“My soul waits for the Lord More than the watchmen for the morning; Indeed, more than the watchmen for the morning.” Psalm 130:6 [NASB]
It happened again in the depths of the darkness last night. Exactly the same as it has happened almost nightly for over six months now. Six months, not seven, because I was unable to sleep at night the first month after Sarah left. It happens most frequently between 2:30 and 2:40 AM. It’s as if Grief is an enormous bird of prey that recognizes the vulnerability of my desperately needed slumber, and opportunistically and violently strikes. I am jolted awake by its talons abruptly clutching my chest, piercing my heart and squeezing the breath from my lungs. Two thoughts join as one and instantaneously shock me with the impact: “the bus crashed” and “Sarah is gone.” Both ever present thoughts, undeniable realities, but in the depth of night, especially, completely incomprehensible. My mind races. I know it’s true. I have borne the months of pain that testify it’s true. Yet, somehow in the dark of night my shattered heart pulses with hope as it tries to convince me, “surely we have been deceived, it can not possibly be true!” My mind and my heart cry out against each other.

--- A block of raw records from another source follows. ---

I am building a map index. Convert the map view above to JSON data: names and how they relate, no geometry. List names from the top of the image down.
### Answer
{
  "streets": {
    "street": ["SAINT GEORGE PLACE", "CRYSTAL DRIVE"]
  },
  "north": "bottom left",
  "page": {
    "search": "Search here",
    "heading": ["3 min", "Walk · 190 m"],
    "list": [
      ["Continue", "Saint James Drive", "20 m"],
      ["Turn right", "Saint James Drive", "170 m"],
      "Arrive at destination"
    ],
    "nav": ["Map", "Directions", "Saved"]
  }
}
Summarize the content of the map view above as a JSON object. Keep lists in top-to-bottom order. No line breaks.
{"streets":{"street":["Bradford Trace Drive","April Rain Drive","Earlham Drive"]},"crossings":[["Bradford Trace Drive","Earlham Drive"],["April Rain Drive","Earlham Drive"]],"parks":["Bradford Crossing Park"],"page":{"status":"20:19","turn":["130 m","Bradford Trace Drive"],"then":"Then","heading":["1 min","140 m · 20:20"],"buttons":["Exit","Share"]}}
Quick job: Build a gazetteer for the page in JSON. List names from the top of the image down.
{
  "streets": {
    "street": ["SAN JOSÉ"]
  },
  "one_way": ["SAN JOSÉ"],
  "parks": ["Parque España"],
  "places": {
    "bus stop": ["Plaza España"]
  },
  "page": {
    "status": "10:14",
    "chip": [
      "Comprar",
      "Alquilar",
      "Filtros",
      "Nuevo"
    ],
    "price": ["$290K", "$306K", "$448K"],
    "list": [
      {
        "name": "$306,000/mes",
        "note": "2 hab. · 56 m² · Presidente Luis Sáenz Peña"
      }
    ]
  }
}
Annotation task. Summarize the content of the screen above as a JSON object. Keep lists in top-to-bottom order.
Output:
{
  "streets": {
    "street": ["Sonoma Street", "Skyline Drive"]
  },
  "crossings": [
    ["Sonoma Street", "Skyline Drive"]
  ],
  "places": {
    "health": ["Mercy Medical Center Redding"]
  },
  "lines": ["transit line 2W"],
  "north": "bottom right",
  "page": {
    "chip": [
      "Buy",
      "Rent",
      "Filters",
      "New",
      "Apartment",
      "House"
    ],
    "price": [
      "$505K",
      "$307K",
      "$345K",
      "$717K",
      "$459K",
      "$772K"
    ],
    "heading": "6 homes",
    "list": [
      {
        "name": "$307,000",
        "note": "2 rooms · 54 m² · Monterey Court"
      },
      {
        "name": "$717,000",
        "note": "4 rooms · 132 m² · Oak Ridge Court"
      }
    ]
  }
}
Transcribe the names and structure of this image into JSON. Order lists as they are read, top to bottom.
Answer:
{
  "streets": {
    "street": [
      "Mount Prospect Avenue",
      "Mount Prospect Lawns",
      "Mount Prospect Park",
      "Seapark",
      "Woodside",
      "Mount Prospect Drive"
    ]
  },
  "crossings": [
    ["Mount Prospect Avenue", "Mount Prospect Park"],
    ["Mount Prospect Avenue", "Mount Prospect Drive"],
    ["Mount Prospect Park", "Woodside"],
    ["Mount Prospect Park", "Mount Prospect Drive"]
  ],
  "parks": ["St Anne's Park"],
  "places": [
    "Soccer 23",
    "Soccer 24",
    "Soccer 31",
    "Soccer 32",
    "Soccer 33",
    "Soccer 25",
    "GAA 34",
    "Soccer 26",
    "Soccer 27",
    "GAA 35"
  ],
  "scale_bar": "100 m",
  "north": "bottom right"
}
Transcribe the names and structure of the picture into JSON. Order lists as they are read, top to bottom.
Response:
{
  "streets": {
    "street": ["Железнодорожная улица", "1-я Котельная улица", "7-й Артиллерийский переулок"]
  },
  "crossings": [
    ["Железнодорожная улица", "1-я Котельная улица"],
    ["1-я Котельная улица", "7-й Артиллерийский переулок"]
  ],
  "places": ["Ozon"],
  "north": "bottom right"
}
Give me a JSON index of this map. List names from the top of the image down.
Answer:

In the darkness of the night, seconds are as minutes, and minutes as hours. My mind replays memory after memory. I can feel her snuggled in the bed beside me. I can hear her sweet voice laughing and chatting away, recounting all the day’s events. I can smell her freshly washed hair. I can feel the bed shift slightly as she drapes herself across the edge next to me, begging me to rub her back, and delighting when I do. With each memory the talons tighten, the gripping pain becomes unbearable. My soul cries out with that of King David, “I am weary with my sighing; Every night I make my bed swim, I dissolve my couch with my tears. My eye has wasted away with grief” (Psalm 6:6-7a). The darkness of night prevails as the light of hope is shrouded by the blackness of despair.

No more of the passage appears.